Miao Na, Yang Mengke, Han Pingping, Qiao Jiakun, Che Zhaoxuan, Xu Fangjun, Dai Xiangyu, Zhu Mengjin
Key Lab of Agricultural Animal Genetics, Breeding, and Reproduction of Ministry of Education, Huazhong Agricultural University, Wuhan 430070, China.
, 430070.
Bioinform Adv. 2025 Feb 22;5(1):vbaf002. doi: 10.1093/bioadv/vbaf002. eCollection 2025.
Ensemble learning, as a powerful machine learning method, improves overall prediction performance by combining the prediction results of multiple base models.
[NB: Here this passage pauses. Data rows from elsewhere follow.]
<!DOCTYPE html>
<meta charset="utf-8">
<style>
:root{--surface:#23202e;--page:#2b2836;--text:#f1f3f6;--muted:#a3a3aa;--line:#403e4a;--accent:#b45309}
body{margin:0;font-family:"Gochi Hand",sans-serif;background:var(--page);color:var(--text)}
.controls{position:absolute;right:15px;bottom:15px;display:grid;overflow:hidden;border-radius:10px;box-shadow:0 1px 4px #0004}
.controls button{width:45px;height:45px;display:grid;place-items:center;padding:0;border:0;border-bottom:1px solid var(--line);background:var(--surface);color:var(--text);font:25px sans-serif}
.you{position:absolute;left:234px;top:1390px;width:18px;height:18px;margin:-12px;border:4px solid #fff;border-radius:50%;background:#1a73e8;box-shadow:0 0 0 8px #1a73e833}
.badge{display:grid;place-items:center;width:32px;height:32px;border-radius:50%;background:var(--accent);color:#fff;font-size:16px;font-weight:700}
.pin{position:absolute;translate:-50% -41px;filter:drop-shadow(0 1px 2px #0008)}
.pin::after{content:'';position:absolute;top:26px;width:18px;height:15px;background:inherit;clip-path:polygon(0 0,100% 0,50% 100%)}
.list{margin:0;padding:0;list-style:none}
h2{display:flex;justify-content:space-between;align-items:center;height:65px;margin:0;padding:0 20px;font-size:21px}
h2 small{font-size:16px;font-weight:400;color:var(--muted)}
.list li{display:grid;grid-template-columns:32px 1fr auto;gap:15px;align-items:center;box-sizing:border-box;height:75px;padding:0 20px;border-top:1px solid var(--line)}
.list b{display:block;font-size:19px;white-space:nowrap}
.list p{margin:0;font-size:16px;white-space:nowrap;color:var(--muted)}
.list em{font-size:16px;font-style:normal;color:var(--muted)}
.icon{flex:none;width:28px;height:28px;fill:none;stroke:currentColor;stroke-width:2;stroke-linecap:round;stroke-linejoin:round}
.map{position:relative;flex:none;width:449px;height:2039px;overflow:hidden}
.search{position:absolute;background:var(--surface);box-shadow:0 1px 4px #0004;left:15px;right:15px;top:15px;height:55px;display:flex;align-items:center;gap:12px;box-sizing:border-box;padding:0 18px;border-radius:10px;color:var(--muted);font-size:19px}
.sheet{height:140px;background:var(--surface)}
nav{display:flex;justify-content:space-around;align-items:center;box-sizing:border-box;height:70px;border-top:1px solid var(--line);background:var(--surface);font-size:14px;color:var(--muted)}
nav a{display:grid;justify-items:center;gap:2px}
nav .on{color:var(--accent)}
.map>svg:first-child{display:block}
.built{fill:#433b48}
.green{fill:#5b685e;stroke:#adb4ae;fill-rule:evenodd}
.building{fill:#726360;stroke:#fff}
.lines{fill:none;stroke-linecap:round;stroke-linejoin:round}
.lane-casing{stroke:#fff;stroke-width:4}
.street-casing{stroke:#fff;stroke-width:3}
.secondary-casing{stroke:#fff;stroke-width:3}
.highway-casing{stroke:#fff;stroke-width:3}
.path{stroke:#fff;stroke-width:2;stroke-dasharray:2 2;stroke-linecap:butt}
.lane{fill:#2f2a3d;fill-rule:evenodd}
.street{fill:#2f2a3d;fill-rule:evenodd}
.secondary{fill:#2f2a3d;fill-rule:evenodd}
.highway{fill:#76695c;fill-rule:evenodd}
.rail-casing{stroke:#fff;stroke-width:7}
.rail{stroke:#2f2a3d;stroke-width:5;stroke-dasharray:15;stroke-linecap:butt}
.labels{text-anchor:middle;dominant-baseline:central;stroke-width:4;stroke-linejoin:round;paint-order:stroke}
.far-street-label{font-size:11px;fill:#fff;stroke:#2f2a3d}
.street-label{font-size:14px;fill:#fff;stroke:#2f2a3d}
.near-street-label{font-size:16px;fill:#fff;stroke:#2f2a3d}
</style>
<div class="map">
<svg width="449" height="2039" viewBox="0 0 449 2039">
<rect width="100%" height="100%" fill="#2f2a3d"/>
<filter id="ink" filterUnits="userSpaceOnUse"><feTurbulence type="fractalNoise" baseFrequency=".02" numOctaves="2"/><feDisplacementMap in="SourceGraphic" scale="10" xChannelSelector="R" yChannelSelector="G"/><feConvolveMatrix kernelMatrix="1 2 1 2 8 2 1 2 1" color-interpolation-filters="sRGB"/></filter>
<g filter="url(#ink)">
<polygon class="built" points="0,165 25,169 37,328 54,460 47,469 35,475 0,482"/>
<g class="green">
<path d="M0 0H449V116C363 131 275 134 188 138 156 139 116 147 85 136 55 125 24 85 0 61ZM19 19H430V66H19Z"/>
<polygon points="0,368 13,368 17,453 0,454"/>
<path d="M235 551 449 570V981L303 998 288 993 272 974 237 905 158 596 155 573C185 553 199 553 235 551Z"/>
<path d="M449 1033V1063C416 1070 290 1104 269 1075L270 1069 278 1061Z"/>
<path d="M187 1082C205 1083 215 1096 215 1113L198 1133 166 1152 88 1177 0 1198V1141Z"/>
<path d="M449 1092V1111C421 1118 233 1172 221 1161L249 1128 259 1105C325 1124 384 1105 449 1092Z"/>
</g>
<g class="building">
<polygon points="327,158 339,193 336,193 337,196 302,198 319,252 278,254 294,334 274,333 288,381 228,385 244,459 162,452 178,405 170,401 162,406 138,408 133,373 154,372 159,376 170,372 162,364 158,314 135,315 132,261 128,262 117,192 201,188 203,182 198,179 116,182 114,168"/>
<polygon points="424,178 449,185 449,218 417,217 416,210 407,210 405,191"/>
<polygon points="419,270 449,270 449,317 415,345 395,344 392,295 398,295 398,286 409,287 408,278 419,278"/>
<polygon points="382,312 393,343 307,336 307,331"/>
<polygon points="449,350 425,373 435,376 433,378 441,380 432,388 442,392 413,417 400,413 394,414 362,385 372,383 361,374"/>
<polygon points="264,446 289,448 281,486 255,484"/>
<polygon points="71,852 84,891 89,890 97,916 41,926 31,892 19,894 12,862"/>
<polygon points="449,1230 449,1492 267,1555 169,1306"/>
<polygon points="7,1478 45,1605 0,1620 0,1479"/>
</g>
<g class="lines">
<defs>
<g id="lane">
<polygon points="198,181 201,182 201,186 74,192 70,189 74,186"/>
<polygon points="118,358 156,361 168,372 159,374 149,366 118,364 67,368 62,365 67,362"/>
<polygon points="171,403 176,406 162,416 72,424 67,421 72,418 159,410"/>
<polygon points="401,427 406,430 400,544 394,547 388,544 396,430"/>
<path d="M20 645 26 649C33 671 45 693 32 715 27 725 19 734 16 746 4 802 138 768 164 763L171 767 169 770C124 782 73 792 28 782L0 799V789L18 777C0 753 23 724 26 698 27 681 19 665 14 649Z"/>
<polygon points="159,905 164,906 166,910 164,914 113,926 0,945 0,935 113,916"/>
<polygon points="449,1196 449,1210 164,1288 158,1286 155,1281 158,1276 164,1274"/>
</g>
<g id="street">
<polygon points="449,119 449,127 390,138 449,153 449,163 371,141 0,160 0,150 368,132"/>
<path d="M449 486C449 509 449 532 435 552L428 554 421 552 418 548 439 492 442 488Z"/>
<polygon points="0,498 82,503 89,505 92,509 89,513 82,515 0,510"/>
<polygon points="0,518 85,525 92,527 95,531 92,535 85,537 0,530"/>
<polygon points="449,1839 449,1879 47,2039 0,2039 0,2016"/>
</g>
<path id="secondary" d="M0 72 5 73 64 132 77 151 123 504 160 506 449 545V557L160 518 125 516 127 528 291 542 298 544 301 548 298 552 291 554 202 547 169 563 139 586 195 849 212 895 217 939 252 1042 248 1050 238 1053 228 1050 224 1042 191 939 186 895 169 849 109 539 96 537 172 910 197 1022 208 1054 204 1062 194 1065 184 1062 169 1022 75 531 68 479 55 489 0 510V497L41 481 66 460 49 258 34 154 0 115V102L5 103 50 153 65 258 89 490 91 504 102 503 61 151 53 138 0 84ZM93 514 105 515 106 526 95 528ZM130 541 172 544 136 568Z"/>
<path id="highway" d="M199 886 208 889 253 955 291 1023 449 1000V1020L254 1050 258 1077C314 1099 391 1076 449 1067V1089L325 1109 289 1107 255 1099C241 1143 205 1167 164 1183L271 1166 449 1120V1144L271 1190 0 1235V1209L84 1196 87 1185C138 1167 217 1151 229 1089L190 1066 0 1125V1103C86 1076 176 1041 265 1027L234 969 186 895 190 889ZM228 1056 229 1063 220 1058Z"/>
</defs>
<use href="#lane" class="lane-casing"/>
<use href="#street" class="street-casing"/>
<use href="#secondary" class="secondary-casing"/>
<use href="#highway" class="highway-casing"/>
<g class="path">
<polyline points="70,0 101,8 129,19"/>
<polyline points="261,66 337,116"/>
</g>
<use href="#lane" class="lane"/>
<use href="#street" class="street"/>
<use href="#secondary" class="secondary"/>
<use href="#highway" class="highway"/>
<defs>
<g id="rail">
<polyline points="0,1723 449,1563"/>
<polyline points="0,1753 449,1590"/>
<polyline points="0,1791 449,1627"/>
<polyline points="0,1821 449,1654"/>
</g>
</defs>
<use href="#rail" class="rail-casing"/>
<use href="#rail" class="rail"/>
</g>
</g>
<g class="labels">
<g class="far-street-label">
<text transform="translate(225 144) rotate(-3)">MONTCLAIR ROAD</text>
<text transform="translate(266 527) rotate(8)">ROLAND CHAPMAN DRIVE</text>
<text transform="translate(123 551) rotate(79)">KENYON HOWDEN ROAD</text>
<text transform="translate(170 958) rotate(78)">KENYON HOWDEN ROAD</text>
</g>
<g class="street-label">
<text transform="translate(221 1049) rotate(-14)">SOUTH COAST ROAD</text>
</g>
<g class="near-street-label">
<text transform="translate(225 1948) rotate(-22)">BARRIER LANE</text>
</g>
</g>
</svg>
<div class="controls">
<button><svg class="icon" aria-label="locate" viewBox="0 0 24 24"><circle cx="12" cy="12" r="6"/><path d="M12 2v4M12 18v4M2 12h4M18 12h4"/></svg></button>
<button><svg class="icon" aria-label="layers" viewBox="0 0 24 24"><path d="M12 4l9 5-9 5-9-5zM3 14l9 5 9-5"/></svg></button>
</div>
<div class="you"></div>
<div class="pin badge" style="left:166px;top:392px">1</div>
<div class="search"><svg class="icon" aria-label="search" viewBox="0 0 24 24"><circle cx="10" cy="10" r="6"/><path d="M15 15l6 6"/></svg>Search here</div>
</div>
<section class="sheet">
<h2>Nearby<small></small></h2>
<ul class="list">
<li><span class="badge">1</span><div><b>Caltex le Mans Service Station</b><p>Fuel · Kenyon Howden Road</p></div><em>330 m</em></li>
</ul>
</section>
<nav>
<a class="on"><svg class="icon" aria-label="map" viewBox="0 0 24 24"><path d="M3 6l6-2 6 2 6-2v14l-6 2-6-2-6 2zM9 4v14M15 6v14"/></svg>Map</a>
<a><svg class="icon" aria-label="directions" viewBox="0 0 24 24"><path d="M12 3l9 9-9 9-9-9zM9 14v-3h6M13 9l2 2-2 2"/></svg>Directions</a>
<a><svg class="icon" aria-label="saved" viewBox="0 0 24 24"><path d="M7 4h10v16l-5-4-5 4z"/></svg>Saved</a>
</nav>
Blending, as a popular ensemble learning method, can train multiple base models, input the resulting prediction results to further train meta model and obtain final prediction results. However, conventional blending divides the training set by simple random sampling, which causes bias and large variance, thus affecting the stability and accuracy of prediction performance. In this study, we propose a new algorithm of stratified sampling blending (ssBlending), which addresses the algorithm instability of conventional blending caused by the random partition of the training set, further improving the prediction accuracy.
We used multiple genotype data sets from different species including animal (pig), plant (loblolly pine), and microorganism (yeast) to test the prediction performance of ssBlending. The across-species multi-dataset verification results reveal that ssBlending is superior to conventional blending in terms of prediction accuracy and stability. In addition, we optimized the training set sampling rate (BestH) to facilitate the practical application of the ssBlending algorithm. In summary, this study proposes a completely new algorithm combing stratification strategy with the conventional blending, which provides more options for ensemble learning in various fields.
集成学习作为一种强大的机器学习方法,通过组合多个基础模型的预测结果来提高整体预测性能。混合法作为一种流行的集成学习方法,可以训练多个基础模型,输入所得的预测结果以进一步训练元模型并获得最终预测结果。然而,传统的混合法通过简单随机抽样划分训练集,这会导致偏差和较大方差,从而影响预测性能的稳定性和准确性。在本研究中,我们提出了一种分层抽样混合(ssBlending)新算法,该算法解决了因训练集随机划分导致的传统混合法算法不稳定性问题,进一步提高了预测准确性。
我们使用了来自不同物种(包括动物(猪)、植物(火炬松)和微生物(酵母))的多个基因型数据集来测试ssBlending的预测性能。跨物种多数据集验证结果表明,ssBlending在预测准确性和稳定性方面优于传统混合法。此外,我们优化了训练集抽样率(BestH)以促进ssBlending算法的实际应用。总之,本研究提出了一种将分层策略与传统混合法相结合的全新算法,为各领域的集成学习提供了更多选择。